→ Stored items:
=== Begin Enclosure ===
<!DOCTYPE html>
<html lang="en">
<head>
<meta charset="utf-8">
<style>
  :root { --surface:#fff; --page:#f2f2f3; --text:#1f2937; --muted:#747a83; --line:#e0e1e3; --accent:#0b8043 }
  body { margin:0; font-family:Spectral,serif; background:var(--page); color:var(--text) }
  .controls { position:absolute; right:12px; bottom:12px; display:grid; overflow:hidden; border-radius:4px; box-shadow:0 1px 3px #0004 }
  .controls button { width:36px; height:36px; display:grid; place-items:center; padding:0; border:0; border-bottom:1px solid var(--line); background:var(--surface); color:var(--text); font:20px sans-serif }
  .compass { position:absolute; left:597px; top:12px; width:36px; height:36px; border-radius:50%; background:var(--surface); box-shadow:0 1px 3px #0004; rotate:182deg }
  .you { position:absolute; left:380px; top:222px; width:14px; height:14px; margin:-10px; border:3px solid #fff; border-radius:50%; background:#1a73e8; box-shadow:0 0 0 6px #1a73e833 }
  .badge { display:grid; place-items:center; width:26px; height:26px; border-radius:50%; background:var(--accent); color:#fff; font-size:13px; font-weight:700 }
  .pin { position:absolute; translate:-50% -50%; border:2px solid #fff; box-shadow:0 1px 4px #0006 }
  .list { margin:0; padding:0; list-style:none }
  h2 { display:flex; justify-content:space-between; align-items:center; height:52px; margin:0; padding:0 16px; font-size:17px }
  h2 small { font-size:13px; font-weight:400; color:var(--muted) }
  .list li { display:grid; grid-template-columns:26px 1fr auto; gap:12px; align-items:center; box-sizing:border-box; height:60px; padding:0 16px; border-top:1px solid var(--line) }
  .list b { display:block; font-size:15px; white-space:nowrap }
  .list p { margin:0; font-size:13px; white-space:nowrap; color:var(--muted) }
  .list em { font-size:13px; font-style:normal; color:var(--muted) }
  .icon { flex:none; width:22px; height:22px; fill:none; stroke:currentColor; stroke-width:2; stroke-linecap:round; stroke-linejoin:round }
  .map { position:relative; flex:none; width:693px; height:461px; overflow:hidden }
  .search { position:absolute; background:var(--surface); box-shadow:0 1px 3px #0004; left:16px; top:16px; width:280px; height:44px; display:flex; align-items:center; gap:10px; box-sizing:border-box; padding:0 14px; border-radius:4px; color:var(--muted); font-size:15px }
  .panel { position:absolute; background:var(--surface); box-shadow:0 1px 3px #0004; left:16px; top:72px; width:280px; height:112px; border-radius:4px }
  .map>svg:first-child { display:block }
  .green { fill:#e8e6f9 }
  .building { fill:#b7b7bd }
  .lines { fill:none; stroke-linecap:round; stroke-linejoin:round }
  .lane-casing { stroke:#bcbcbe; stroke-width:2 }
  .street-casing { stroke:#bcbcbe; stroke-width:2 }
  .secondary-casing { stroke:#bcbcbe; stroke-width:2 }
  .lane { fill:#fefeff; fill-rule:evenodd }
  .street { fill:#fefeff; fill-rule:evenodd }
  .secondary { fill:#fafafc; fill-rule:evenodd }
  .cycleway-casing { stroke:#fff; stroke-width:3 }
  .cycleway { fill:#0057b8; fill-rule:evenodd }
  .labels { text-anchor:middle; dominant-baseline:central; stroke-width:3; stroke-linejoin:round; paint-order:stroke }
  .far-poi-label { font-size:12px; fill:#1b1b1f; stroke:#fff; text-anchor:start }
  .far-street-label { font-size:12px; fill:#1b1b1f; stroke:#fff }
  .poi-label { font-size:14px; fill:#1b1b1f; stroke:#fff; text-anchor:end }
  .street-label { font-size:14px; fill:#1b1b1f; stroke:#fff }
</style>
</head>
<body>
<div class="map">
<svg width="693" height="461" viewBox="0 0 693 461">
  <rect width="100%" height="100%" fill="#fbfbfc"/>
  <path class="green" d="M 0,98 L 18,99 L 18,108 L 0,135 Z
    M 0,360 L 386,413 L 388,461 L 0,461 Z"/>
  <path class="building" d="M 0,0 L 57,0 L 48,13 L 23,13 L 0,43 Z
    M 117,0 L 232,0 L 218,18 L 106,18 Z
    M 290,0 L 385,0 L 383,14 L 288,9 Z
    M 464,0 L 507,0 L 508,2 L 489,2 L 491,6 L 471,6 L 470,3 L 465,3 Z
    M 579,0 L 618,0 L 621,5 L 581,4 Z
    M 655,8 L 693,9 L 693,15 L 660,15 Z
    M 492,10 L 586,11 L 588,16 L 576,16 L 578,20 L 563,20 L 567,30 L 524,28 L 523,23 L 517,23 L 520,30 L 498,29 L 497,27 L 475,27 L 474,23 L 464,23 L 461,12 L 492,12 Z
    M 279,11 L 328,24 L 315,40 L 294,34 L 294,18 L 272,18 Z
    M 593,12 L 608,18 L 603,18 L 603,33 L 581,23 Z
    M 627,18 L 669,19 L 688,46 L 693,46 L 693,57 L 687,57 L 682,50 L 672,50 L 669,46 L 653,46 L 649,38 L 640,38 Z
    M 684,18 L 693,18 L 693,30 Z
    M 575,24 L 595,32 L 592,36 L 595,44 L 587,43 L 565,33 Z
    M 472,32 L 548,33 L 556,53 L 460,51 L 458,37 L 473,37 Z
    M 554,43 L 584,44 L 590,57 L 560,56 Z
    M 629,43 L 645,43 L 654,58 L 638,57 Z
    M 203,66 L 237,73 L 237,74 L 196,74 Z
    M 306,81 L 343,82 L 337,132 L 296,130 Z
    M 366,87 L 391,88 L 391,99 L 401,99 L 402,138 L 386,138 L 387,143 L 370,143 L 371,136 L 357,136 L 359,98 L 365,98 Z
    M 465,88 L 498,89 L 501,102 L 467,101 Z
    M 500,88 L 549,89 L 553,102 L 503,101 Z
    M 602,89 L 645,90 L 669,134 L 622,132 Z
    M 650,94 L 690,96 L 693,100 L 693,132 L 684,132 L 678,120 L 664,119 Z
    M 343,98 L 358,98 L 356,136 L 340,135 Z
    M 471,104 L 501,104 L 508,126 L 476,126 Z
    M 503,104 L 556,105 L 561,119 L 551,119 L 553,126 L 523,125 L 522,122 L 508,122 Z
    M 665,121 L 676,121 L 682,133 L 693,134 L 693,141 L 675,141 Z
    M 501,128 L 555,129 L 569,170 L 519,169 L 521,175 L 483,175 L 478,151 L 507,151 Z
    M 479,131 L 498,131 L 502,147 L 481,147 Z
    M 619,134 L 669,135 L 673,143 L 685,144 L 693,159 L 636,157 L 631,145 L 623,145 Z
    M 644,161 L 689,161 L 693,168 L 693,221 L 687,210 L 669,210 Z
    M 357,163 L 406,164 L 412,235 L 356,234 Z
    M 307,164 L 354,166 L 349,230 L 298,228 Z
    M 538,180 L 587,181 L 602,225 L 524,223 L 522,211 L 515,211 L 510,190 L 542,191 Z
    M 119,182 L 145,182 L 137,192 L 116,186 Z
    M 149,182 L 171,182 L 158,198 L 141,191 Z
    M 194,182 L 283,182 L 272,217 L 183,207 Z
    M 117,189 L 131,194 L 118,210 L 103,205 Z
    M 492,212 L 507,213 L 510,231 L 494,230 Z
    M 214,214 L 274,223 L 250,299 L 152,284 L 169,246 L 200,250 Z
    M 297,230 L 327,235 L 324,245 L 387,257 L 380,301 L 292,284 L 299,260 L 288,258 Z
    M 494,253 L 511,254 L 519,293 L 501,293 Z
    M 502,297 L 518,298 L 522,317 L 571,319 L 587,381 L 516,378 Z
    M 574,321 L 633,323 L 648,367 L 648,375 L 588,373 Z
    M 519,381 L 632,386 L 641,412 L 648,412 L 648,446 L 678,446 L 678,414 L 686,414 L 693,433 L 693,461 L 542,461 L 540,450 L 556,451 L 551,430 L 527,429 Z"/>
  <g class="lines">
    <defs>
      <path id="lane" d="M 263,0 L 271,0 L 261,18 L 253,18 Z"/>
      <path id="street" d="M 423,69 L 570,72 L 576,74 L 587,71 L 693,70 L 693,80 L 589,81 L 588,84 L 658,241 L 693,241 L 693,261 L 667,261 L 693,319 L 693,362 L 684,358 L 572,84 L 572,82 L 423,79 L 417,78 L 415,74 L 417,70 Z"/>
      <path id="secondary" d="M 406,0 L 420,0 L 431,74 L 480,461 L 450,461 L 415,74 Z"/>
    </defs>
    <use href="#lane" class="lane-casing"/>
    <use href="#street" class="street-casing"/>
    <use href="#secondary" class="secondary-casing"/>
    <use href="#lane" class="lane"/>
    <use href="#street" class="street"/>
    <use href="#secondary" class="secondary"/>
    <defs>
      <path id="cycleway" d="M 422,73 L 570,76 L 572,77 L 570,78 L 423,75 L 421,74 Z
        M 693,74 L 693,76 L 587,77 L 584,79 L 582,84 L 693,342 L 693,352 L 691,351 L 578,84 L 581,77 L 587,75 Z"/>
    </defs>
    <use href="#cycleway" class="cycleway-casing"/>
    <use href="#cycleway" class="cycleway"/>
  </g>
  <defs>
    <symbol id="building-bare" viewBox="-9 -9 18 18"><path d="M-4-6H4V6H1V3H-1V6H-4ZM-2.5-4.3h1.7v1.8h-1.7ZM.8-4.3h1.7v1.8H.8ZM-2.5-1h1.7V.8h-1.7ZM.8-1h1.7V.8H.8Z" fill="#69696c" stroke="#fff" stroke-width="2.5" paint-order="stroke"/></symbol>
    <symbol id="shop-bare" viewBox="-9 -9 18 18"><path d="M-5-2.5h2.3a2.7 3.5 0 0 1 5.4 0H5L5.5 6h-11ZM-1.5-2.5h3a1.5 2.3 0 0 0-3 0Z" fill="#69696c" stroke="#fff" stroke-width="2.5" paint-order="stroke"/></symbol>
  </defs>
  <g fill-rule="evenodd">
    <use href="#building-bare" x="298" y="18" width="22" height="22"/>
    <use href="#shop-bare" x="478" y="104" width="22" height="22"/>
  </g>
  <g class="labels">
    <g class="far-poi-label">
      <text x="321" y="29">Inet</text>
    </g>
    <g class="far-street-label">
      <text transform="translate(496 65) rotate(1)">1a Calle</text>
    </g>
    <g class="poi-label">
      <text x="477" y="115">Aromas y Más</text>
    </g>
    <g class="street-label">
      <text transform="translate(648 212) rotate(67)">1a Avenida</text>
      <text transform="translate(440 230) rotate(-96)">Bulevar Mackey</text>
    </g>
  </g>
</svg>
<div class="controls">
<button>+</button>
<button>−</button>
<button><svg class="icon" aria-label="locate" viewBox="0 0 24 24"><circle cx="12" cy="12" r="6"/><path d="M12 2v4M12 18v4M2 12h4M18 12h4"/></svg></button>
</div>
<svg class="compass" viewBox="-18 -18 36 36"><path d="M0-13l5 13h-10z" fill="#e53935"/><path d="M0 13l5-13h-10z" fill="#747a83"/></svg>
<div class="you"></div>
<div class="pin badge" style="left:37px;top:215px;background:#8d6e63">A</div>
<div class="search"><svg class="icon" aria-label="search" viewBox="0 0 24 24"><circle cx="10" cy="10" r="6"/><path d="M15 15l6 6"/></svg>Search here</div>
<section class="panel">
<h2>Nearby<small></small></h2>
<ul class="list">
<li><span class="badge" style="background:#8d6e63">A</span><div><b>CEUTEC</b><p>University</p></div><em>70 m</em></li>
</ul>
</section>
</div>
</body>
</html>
=== End Enclosure ===
Each line from the start of the records through the line holding "flex:none; width:22px; height:22px;" must be returned exactly; nothing else belongs in the answer.

<!DOCTYPE html>
<html lang="en">
<head>
<meta charset="utf-8">
<style>
  :root { --surface:#fff; --page:#f2f2f3; --text:#1f2937; --muted:#747a83; --line:#e0e1e3; --accent:#0b8043 }
  body { margin:0; font-family:Spectral,serif; background:var(--page); color:var(--text) }
  .controls { position:absolute; right:12px; bottom:12px; display:grid; overflow:hidden; border-radius:4px; box-shadow:0 1px 3px #0004 }
  .controls button { width:36px; height:36px; display:grid; place-items:center; padding:0; border:0; border-bottom:1px solid var(--line); background:var(--surface); color:var(--text); font:20px sans-serif }
  .compass { position:absolute; left:597px; top:12px; width:36px; height:36px; border-radius:50%; background:var(--surface); box-shadow:0 1px 3px #0004; rotate:182deg }
  .you { position:absolute; left:380px; top:222px; width:14px; height:14px; margin:-10px; border:3px solid #fff; border-radius:50%; background:#1a73e8; box-shadow:0 0 0 6px #1a73e833 }
  .badge { display:grid; place-items:center; width:26px; height:26px; border-radius:50%; background:var(--accent); color:#fff; font-size:13px; font-weight:700 }
  .pin { position:absolute; translate:-50% -50%; border:2px solid #fff; box-shadow:0 1px 4px #0006 }
  .list { margin:0; padding:0; list-style:none }
  h2 { display:flex; justify-content:space-between; align-items:center; height:52px; margin:0; padding:0 16px; font-size:17px }
  h2 small { font-size:13px; font-weight:400; color:var(--muted) }
  .list li { display:grid; grid-template-columns:26px 1fr auto; gap:12px; align-items:center; box-sizing:border-box; height:60px; padding:0 16px; border-top:1px solid var(--line) }
  .list b { display:block; font-size:15px; white-space:nowrap }
  .list p { margin:0; font-size:13px; white-space:nowrap; color:var(--muted) }
  .list em { font-size:13px; font-style:normal; color:var(--muted) }
  .icon { flex:none; width:22px; height:22px; fill:none; stroke:currentColor; stroke-width:2; stroke-linecap:round; stroke-linejoin:round }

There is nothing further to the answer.